━━━ Extracted data ━━━
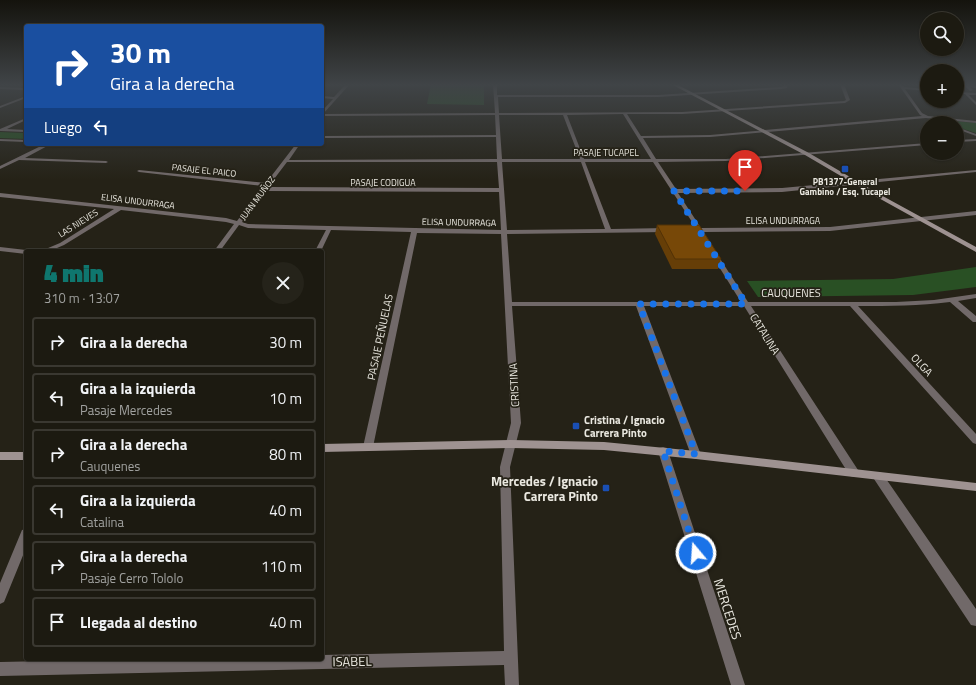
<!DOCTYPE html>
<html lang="es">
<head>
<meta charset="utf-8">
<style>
  :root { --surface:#1c1a11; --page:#25231a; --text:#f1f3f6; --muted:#a0a19f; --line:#3a3831; --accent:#0f766e }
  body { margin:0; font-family:"Titillium Web",sans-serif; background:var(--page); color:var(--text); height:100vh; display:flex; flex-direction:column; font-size:15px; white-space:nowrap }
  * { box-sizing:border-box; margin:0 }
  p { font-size:13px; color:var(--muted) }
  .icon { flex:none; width:22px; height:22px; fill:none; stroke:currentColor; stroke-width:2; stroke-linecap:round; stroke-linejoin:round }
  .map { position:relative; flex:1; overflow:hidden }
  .panel { position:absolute; left:24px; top:249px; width:300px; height:412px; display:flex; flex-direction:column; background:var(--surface); border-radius:4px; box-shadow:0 1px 3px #0004,0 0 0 1px var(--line) }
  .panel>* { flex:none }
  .hud { position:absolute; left:24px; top:24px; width:300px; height:122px; border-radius:4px; box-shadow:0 1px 3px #0004,0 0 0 1px var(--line); background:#1a4fa0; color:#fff; overflow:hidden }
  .fabs { position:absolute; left:920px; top:12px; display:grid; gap:8px }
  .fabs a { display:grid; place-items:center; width:44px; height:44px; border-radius:50%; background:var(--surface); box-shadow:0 1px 3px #0004,0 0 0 1px var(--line); font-size:20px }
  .pin { position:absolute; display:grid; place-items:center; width:34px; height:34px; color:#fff; margin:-41px -17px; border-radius:50% 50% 50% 0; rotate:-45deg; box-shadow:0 0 4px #0007 }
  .pin .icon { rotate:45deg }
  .me { position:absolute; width:44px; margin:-22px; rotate:342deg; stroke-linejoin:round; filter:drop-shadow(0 0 3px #0008) }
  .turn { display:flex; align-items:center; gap:14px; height:84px; padding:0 20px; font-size:18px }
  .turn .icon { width:52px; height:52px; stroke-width:2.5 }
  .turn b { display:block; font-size:28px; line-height:34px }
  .then { display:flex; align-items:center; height:38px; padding:0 20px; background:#0003; gap:8px; font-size:15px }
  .round { display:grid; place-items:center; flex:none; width:42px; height:42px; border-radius:21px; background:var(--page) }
  .summary { display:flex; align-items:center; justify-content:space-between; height:68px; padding:0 20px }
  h1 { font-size:24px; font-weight:800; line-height:30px; color:var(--accent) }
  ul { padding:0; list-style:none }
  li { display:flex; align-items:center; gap:12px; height:50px; margin:0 8px 6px; padding:0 12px; border:2px solid var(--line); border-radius:4px }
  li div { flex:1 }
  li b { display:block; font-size:15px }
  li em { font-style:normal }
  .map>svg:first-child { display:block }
  .green { fill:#295024 }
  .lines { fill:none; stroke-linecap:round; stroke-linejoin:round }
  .lane { fill:#716969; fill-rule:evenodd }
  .street { fill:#716969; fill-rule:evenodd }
  .secondary { fill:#9e9291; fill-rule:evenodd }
  .wall { fill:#663e07 }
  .building { fill:#774808; stroke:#533206 }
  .route { stroke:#1a73e8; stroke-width:7; stroke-dasharray:0 12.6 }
  .transit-dot { fill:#1a4fb4; stroke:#252217; stroke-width:1.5 }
  .labels { text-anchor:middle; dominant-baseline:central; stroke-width:3.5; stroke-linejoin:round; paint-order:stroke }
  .far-street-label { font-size:9px; fill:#eae8e0; stroke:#252217 }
  .far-poi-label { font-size:9px; font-weight:bold; fill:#eae8e0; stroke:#252217 }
  .street-label { font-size:11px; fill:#eae8e0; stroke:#252217 }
  .poi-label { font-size:11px; font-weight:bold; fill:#eae8e0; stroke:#252217; text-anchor:start }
  .near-poi-label { font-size:13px; font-weight:bold; fill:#eae8e0; stroke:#252217; text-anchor:end }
  .near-street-label { font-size:13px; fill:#eae8e0; stroke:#252217 }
</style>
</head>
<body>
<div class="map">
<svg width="976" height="685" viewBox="0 0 976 685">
  <rect width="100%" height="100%" fill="#252217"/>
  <path class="green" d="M431 84H484V105L427 104Z
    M943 120 976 123V133L957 127V123H947L941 121Z
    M0 132 26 133V139L0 138Z
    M976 267V287L913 295 758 297 747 281 893 279Z"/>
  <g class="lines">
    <path class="lane" d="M967 85 976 86V88L970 87 973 90 970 91 965 86Z"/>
    <path class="street" d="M346 84H350L323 114 495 113 493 84H497V95H658L781 87 784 86V84H788L787 88 781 89 658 97H498L499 113 682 112 844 101 846 100 840 84H844L850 100 845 103 682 114H627L641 136 710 135 922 116 920 115 898 84H902L904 87 927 89V91L905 89 922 113 928 116 976 121V123L926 118 710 137 643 138 656 159H726L927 143V145L726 161 658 162 676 189 782 188 976 170V172L782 192 678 193 701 228 830 227 976 211V215L830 231 704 232 701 234 689 230 696 228 653 162H585L611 229 667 228 670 230 667 232 507 234 512 302H741L711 254 714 252 717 254 748 302H896L934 300 976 294V298L958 301 976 316V322H973L950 302C920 306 889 306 858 306L976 434V444L973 443 850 306H751L858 470 859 473 858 476 854 477 850 476 744 306H644L701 455 700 458 696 459 692 458 691 455 636 306H512L521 423 510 467 519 685H505L504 665 0 676V662L145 659H322V655L504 651 500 467 511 423 501 234 417 233 373 447 371 450 368 451 365 450 363 447 411 232 331 230 321 251H315L326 230 248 228 239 225 220 251H214L234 224 226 222 121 210 64 245 50 251H41L60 243 114 209 0 197V193L226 218 237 221 263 186 139 172 137 171 139 170 266 183 296 144H300L289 160 497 159 496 137 322 138V136L496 135 495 115 322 116V111L333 99 322 98V96L334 97ZM623 114 651 159H584L567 115ZM499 115H563L580 159H502ZM287 162H497L499 188 268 187ZM502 162H581L605 229 507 230ZM265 191 499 192 501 230 248 224 242 222Z
      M0 87 26 88V90L0 89Z
      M957 92 976 93V95H969L976 102V105L965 94H957Z
      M26 96V98L0 108V106Z
      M26 118V120L7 129 26 130V132L0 131V129Z
      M957 127 976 134V136L957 129Z
      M0 139 26 140V142L0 141Z
      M976 139V141L957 142V140Z
      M45 144H51L25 158 106 161 108 162 106 163 19 160 0 169V166Z
      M0 247 26 250 29 251H26V254L0 251Z
      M663 447 667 448 668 451 745 685H731L658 451 659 448Z
      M878 472 882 473 976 609V626L971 625 874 479 873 476 874 473Z
      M26 529V548L4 602 0 604V583L22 530Z"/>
    <path class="secondary" d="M671 84H676L809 153 879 194 976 247V252L875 196 805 155Z
      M511 440 604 442 696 451 976 483V491L696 459 604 450 511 448 322 452V444Z
      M0 452H26V460H0Z"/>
  </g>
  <path class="wall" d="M657 225 721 259 718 269H672L655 234Z"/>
  <path class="building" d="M657 225H699L721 259H675Z"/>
  <linearGradient id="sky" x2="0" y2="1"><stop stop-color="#14130d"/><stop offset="0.47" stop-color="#404447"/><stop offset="1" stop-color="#404447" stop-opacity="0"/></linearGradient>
  <rect width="976" height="180" fill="url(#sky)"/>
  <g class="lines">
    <path class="route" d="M696 553 663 451 696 454 639 304H746L674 191H745"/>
  </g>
  <g class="transit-dot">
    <rect x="841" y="165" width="8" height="8" rx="2"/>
    <rect x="572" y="422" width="8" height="8" rx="2"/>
    <rect x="602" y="484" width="8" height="8" rx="2"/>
  </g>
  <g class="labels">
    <g class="far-street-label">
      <text x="606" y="152">PASAJE TUCAPEL</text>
      <text transform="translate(204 170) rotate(6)">PASAJE EL PAICO</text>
      <text x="383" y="182">PASAJE CODIGUA</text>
      <text transform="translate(257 198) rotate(-53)">JUAN MUÑOZ</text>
      <text transform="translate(138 201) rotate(7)">ELISA UNDURRAGA</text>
      <text x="783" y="220">ELISA UNDURRAGA</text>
      <text transform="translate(459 222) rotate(1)">ELISA UNDURRAGA</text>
      <text transform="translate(78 223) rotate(-32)">LAS NIEVES</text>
    </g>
    <g class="far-poi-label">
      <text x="845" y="181">PB1377-General<tspan x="845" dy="10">Gambino / Esq. Tucapel</tspan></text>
    </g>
    <g class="street-label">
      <text x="791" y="293">CAUQUENES</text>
      <text transform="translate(765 334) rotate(58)">CATALINA</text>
      <text transform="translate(380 337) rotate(-78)">PASAJE PEÑUELAS</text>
      <text transform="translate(922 365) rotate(47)">OLGA</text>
      <text transform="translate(514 385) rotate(-93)">CRISTINA</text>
    </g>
    <g class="poi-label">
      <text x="584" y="420">Cristina / Ignacio<tspan x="584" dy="13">Carrera Pinto</tspan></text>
    </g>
    <g class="near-poi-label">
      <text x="598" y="481">Mercedes / Ignacio<tspan x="598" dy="15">Carrera Pinto</tspan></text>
    </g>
    <g class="near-street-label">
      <text transform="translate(728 609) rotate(72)">MERCEDES</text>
      <text transform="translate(352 661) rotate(-1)">ISABEL</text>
    </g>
  </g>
</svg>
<div class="fabs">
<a><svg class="icon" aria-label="search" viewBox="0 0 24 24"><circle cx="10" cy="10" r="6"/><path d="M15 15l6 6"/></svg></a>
<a>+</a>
<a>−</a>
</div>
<div class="pin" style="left:745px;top:191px;background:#d93025"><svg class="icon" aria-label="arrive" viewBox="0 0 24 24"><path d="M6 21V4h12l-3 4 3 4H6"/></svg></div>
<svg class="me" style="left:696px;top:553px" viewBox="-20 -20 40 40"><circle r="17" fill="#1a73e8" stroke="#fff" stroke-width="3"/><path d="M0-11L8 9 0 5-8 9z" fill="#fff"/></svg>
<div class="hud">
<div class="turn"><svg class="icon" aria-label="right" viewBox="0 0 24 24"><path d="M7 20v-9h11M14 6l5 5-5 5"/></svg><div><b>30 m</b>Gira a la derecha</div></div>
<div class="then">Luego<svg class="icon" aria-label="left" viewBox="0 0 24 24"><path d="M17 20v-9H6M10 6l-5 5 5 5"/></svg></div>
</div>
<section class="panel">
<div class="summary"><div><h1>4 min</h1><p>310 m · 13:07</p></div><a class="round"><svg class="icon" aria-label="close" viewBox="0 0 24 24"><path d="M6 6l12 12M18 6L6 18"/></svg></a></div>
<ul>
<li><svg class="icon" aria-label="right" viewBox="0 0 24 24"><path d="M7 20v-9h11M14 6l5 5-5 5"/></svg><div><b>Gira a la derecha</b></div><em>30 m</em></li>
<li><svg class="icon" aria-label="left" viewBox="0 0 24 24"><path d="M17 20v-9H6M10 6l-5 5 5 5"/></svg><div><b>Gira a la izquierda</b><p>Pasaje Mercedes</p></div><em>10 m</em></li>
<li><svg class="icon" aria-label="right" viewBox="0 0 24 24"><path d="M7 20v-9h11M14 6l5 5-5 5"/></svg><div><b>Gira a la derecha</b><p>Cauquenes</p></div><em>80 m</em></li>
<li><svg class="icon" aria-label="left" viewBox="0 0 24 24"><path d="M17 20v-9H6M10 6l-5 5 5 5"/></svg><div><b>Gira a la izquierda</b><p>Catalina</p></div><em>40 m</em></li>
<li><svg class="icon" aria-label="right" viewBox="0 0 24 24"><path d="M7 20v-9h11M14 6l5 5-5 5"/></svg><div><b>Gira a la derecha</b><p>Pasaje Cerro Tololo</p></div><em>110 m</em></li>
<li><svg class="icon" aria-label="arrive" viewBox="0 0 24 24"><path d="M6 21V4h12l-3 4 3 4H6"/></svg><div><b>Llegada al destino</b></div><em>40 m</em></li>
</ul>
</section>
</div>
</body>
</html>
━━━
Exercise objective: How many lines above include the word "column"? Answer with the number alone.

Solution: 2